Cinephile Magazine

Review: The Hurt Locker (2009)

April 28th, 2009

Despite using the Iraq war as a backdrop, The Hurt Locker is a very different kind of war movie. Directed by Kathryn Bigelow, the film is structured around an ensemble of relatively unknown actors and steers clear of the moralizing and politicizing that plagued similarly-themed war movies during the Bush administration. Jeremy Renner is Staff Sergeant William James, a soldier with the uncanny ability to dismantle and disable insurgent IEDs—bombs left on the side of the road by Iraqi insurgents. His dedication and skill is portrayed through his ignorance of the dangers surrounding him. His ability to ignore the threat of sniper attack, detonation triggered remotely, or civilian interference is treated as more of a peculiar disassociation with the world around him rather than a genuine commitment to keeping himself clear of harms way. His small team includes Sergeant JT Sanborn, underplayed to perfection by Anthony Mackie, and Specialist Owen Eldridge (Brian Geraghty), who are both are simultaneously attracted to and repelled by William’s bravery and stupidity in the hostile territory.

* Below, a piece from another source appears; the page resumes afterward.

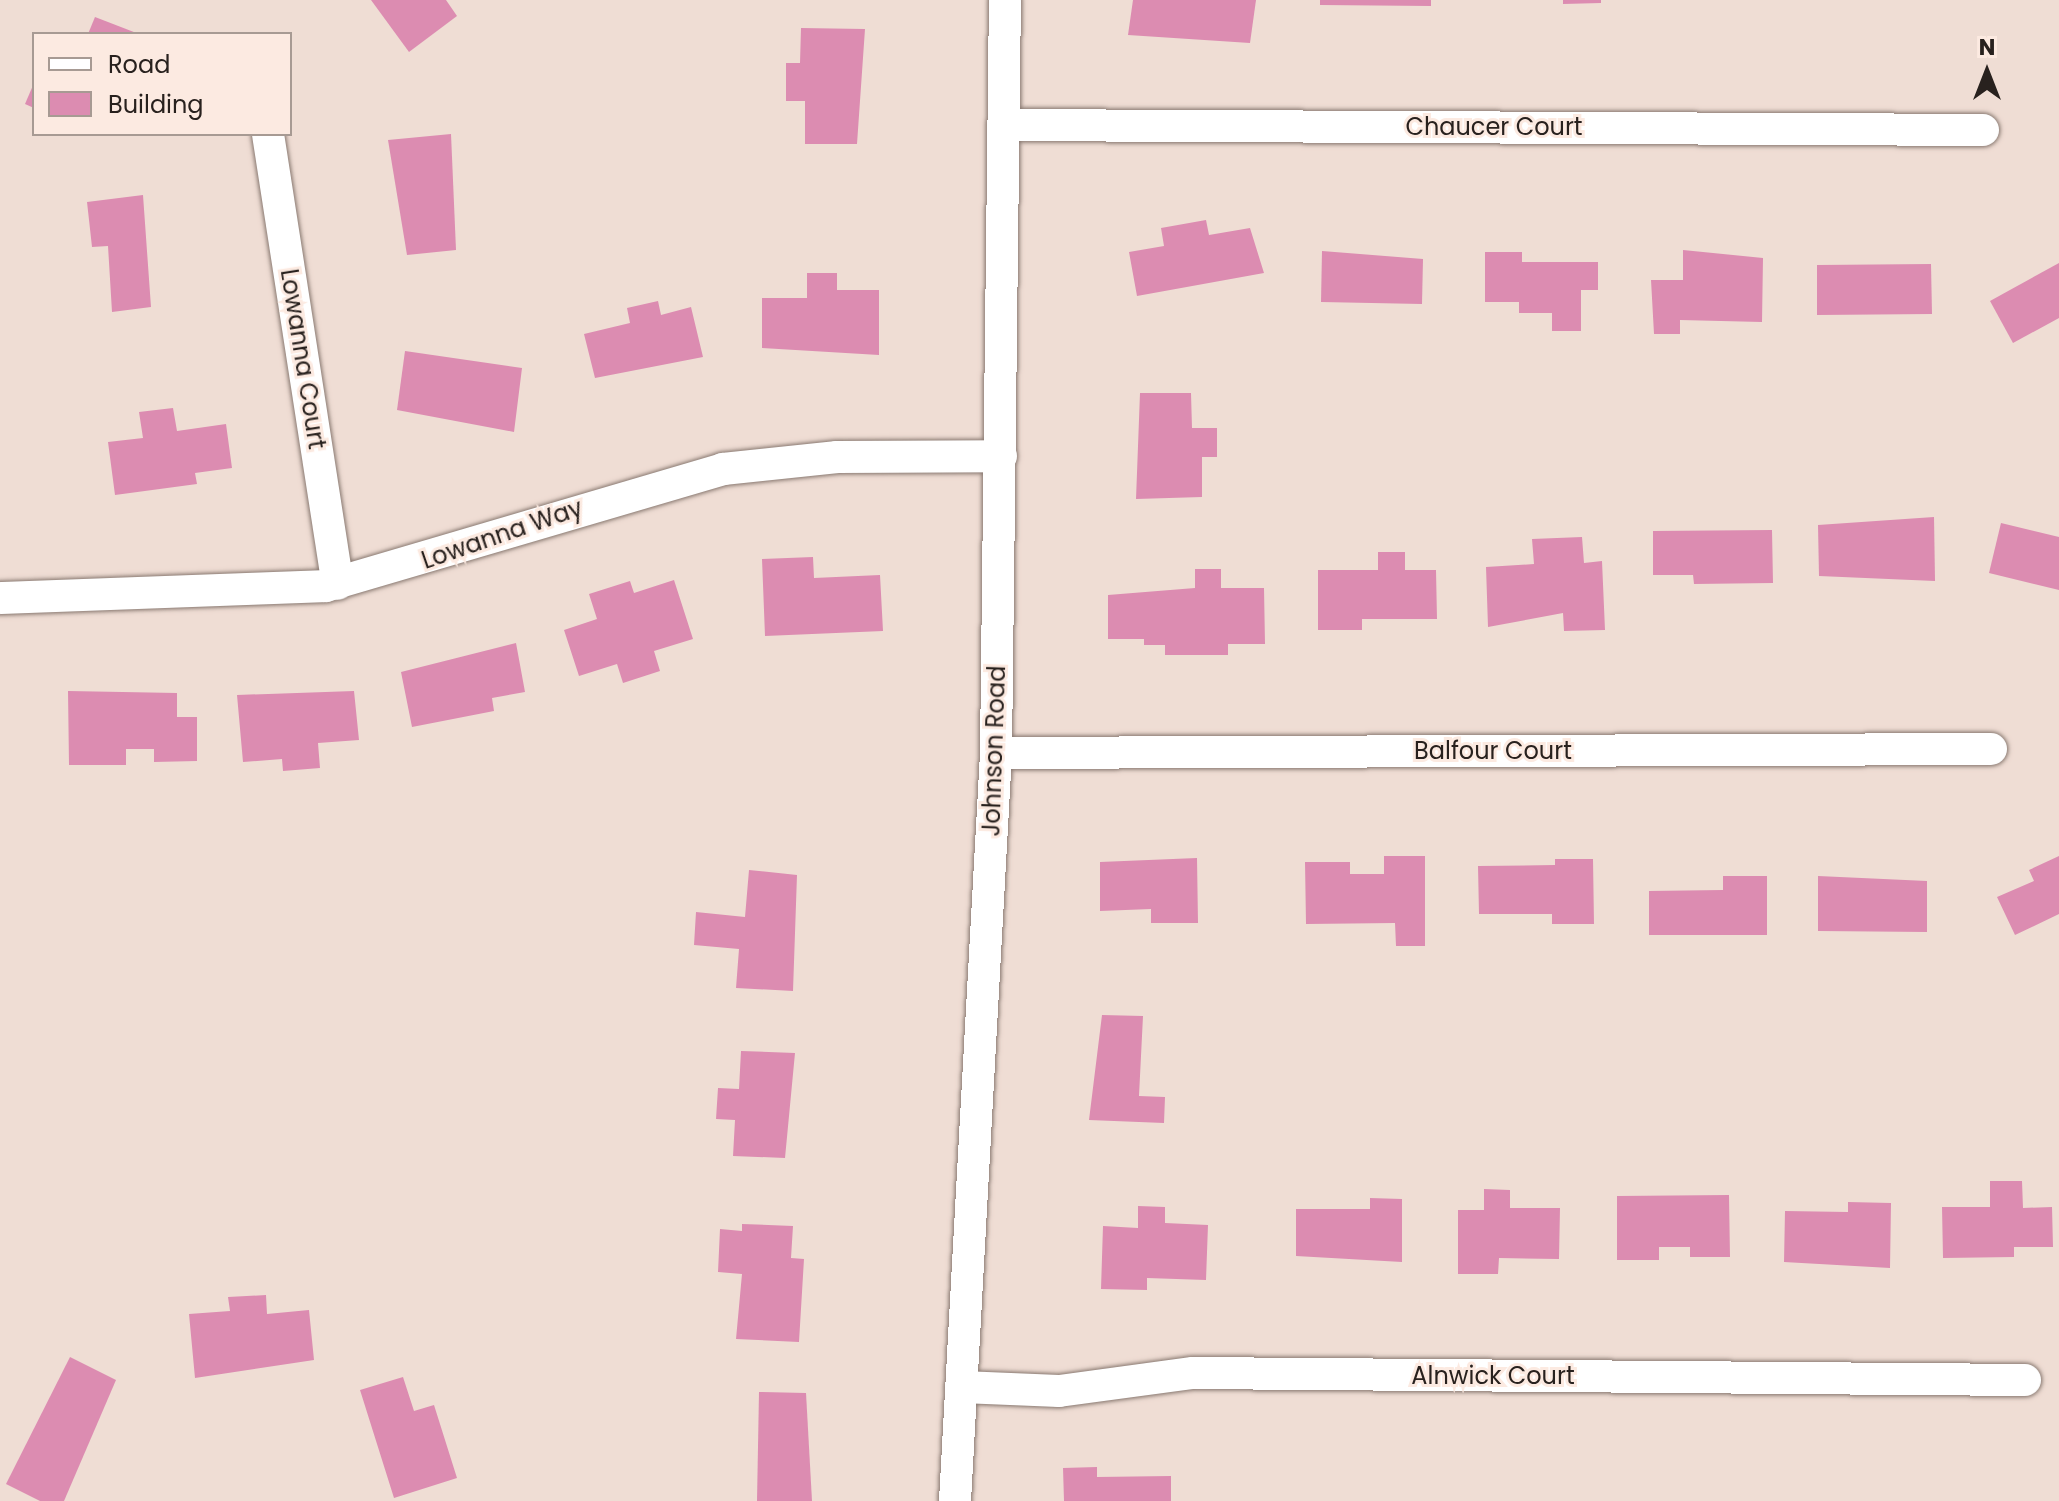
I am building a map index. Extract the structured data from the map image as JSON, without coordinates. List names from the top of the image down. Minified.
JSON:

Structured as a series of vignettes, Bigelow ratchets up the tension exponentially as each scenario poses more danger for William and his team. The film, written by former embedded journalist Mark Boal, at times seems episodic and runs 20 to 30 minutes too long, but it is Bigelow’s precise handling of the scenarios that keeps the film riveting and tense. We’ve seen enough war films in the last eight years to know all the standard clichés of setting a film in Iraq. There’s Jarhead, a tepid war-as-hell film that squandered its strong pedigree with a glib philosophizing, while others, like In the Valley of Elah moralized incessantly. With The Hurt Locker, politics is never discussed precisely because we never leave the soldiers’ point-of-view. It is their story that Bigelow and Boal dramatize, leaving the politics to filmmakers with an axe to grind. While the action sequences are terrific—the opening detonation of a roadside bomb has to be seen (and heard) to be believed—most of the action comes from the nail biting suspense that occurs every time Williams and his crew suit up for another mission.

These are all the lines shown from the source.